REQUIRED ACTION: Copy out every line of the data that has the word "stream" somewhere in it.

(Stored items)

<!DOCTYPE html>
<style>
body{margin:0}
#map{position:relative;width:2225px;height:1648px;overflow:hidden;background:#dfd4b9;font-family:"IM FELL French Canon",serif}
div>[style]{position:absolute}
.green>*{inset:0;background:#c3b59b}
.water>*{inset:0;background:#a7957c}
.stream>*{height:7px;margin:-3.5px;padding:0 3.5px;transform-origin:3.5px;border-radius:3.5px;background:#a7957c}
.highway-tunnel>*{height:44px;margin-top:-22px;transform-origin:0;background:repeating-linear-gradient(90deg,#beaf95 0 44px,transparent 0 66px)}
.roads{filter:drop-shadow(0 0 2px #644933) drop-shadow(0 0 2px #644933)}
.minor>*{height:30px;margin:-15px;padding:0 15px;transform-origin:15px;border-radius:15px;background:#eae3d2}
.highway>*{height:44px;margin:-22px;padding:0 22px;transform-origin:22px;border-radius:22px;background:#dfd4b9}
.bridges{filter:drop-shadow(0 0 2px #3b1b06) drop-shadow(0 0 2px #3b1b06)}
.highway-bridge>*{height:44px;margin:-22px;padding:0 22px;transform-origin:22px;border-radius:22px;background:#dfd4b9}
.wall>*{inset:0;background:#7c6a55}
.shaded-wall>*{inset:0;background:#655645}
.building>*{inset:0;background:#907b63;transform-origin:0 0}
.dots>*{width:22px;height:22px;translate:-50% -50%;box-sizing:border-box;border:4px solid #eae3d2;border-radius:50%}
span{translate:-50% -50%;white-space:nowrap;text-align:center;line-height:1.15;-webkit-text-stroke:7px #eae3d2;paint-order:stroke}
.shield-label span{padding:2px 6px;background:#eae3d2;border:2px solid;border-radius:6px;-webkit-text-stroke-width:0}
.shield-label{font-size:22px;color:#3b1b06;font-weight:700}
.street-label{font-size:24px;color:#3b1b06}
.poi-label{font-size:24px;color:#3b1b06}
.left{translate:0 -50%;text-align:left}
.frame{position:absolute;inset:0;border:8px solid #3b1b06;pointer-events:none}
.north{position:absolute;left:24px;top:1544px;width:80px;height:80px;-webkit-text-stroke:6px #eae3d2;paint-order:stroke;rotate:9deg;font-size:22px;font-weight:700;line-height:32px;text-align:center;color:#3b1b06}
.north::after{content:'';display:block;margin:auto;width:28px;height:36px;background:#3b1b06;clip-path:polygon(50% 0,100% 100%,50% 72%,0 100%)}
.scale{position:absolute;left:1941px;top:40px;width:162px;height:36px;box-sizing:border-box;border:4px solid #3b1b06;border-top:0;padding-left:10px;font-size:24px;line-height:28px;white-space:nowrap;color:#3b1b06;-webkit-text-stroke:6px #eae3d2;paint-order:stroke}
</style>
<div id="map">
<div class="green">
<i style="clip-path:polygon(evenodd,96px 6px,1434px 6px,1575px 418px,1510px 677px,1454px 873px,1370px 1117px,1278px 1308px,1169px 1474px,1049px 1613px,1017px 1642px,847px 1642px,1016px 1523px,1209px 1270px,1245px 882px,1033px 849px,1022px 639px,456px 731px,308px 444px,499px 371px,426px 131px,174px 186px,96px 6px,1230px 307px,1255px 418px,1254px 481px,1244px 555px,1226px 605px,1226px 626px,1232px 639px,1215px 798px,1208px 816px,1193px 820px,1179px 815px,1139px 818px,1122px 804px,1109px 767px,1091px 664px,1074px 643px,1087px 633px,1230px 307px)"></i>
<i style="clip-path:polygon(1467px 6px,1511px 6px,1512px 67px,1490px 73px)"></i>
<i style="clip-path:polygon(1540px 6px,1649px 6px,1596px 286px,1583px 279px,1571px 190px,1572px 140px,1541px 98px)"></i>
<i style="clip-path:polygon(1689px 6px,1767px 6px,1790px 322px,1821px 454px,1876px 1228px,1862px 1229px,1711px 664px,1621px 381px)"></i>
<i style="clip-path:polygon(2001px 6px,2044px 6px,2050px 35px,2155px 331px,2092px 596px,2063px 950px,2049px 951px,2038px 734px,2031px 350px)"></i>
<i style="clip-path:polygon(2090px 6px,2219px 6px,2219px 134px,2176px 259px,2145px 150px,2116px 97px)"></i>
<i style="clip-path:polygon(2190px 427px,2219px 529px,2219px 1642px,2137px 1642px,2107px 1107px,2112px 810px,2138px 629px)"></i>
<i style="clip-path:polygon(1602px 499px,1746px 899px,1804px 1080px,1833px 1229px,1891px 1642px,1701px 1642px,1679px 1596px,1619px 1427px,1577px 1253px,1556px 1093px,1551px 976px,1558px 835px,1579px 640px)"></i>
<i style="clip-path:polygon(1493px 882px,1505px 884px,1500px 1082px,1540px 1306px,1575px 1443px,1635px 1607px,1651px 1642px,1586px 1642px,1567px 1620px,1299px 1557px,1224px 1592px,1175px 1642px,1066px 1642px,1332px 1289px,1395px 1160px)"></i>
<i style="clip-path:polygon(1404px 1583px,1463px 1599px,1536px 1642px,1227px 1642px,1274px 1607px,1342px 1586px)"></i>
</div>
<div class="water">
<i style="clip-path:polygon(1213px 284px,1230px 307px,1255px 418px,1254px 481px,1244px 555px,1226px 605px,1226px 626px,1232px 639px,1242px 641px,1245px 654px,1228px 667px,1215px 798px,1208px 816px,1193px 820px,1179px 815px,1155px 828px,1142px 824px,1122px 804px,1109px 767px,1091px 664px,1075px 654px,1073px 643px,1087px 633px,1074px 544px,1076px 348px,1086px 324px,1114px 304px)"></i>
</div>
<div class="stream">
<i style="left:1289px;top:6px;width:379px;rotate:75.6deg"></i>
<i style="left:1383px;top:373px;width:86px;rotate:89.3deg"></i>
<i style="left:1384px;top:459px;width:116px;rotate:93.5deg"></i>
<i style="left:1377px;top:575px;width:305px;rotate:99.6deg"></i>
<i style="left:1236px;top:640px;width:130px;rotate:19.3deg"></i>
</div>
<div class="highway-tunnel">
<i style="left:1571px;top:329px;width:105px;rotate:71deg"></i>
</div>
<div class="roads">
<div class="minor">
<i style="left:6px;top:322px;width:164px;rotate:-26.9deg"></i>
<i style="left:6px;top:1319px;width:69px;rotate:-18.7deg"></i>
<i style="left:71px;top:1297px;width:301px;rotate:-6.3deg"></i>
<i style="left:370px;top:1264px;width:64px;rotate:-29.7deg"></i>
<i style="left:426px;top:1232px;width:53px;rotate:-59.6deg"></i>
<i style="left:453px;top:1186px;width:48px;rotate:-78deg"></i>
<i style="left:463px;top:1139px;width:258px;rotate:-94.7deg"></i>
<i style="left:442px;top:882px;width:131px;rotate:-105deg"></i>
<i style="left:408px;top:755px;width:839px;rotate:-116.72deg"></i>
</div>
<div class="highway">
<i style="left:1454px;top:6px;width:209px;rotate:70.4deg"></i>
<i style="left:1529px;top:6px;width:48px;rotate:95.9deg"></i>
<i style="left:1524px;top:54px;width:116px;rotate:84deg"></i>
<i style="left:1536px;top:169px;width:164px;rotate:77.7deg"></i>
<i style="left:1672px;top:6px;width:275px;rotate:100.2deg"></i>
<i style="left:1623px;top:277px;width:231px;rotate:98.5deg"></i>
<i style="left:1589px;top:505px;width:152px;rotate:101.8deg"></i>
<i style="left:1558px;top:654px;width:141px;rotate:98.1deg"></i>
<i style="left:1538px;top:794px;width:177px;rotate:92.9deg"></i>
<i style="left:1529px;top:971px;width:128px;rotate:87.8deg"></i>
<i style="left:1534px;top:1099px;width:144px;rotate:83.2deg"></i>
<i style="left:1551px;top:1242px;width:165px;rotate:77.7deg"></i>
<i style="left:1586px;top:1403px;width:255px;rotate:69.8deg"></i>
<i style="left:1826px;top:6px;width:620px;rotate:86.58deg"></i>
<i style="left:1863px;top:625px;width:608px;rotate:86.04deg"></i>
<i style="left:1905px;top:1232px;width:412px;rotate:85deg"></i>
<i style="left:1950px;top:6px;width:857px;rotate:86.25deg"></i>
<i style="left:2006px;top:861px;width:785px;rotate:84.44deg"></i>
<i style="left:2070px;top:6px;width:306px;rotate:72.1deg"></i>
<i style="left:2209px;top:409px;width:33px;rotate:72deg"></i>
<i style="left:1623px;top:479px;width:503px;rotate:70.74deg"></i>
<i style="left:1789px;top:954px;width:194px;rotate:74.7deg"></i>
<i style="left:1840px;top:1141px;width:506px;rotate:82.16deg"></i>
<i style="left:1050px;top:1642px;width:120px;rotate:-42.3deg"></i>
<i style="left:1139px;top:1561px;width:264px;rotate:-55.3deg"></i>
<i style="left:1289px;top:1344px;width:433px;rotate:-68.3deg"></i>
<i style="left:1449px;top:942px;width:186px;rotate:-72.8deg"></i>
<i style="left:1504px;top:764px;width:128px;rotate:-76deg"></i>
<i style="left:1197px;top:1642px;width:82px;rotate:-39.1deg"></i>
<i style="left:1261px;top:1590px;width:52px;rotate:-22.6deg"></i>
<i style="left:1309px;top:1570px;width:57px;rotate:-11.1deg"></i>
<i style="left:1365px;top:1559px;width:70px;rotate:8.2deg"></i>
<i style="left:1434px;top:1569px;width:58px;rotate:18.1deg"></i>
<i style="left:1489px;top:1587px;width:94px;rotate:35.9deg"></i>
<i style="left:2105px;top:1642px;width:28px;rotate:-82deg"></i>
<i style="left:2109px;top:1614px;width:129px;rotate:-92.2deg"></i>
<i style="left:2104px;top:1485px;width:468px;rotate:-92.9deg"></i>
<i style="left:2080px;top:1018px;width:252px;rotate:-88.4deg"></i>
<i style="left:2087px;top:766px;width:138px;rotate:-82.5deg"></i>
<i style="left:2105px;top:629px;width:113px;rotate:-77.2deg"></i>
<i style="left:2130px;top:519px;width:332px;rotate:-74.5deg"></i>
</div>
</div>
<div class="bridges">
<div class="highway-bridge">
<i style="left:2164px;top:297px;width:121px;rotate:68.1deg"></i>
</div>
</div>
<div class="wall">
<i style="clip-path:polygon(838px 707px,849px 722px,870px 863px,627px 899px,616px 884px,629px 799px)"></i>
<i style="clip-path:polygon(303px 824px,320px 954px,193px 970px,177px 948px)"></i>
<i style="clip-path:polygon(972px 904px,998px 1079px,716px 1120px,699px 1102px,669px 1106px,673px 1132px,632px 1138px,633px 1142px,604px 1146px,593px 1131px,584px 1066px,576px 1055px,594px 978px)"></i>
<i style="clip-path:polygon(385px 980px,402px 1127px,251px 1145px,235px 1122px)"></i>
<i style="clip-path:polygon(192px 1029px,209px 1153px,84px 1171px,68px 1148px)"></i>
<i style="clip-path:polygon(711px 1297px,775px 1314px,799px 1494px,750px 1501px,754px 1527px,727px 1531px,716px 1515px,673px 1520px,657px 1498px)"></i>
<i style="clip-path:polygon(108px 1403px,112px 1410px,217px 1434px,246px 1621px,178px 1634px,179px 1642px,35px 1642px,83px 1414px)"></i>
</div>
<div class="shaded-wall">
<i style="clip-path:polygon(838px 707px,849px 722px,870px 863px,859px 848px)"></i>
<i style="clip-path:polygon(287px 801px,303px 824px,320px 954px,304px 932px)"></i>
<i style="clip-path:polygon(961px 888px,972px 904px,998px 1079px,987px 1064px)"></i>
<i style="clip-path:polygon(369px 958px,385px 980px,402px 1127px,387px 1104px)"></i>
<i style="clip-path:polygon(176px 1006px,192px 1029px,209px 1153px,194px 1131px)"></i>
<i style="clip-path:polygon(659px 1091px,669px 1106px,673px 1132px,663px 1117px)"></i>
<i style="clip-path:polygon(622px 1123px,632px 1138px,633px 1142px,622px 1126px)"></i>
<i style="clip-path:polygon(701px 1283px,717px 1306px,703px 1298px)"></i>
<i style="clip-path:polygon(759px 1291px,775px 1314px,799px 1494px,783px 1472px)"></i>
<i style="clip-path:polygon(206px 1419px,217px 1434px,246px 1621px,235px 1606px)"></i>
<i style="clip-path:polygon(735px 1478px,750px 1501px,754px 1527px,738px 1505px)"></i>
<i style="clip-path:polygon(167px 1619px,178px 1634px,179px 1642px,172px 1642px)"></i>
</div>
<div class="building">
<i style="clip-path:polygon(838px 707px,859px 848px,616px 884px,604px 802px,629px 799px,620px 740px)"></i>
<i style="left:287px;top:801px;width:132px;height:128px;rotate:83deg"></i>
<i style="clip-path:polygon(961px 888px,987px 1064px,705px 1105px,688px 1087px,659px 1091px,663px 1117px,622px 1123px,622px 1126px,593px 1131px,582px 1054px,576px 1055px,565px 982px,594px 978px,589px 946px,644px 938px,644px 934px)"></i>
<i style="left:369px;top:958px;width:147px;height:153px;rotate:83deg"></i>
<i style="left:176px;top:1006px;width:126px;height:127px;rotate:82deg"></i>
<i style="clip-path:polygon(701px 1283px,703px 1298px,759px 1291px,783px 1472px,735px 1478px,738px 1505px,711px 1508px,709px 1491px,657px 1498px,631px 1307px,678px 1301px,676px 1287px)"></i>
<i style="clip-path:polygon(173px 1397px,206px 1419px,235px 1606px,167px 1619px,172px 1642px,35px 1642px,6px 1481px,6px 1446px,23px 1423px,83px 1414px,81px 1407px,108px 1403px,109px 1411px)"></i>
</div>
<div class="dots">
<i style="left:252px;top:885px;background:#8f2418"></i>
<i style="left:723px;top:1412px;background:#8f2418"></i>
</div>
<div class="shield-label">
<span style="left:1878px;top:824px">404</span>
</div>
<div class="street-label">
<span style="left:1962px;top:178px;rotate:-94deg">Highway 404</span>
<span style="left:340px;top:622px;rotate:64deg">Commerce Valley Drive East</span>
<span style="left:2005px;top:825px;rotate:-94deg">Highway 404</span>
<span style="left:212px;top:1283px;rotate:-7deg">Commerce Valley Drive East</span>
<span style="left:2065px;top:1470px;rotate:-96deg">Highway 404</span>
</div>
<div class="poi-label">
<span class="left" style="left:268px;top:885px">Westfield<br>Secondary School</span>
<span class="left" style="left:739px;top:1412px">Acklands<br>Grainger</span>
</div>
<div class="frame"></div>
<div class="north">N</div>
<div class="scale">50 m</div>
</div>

TASK ANSWER:
.stream>*{height:7px;margin:-3.5px;padding:0 3.5px;transform-origin:3.5px;border-radius:3.5px;background:#a7957c}
<div class="stream">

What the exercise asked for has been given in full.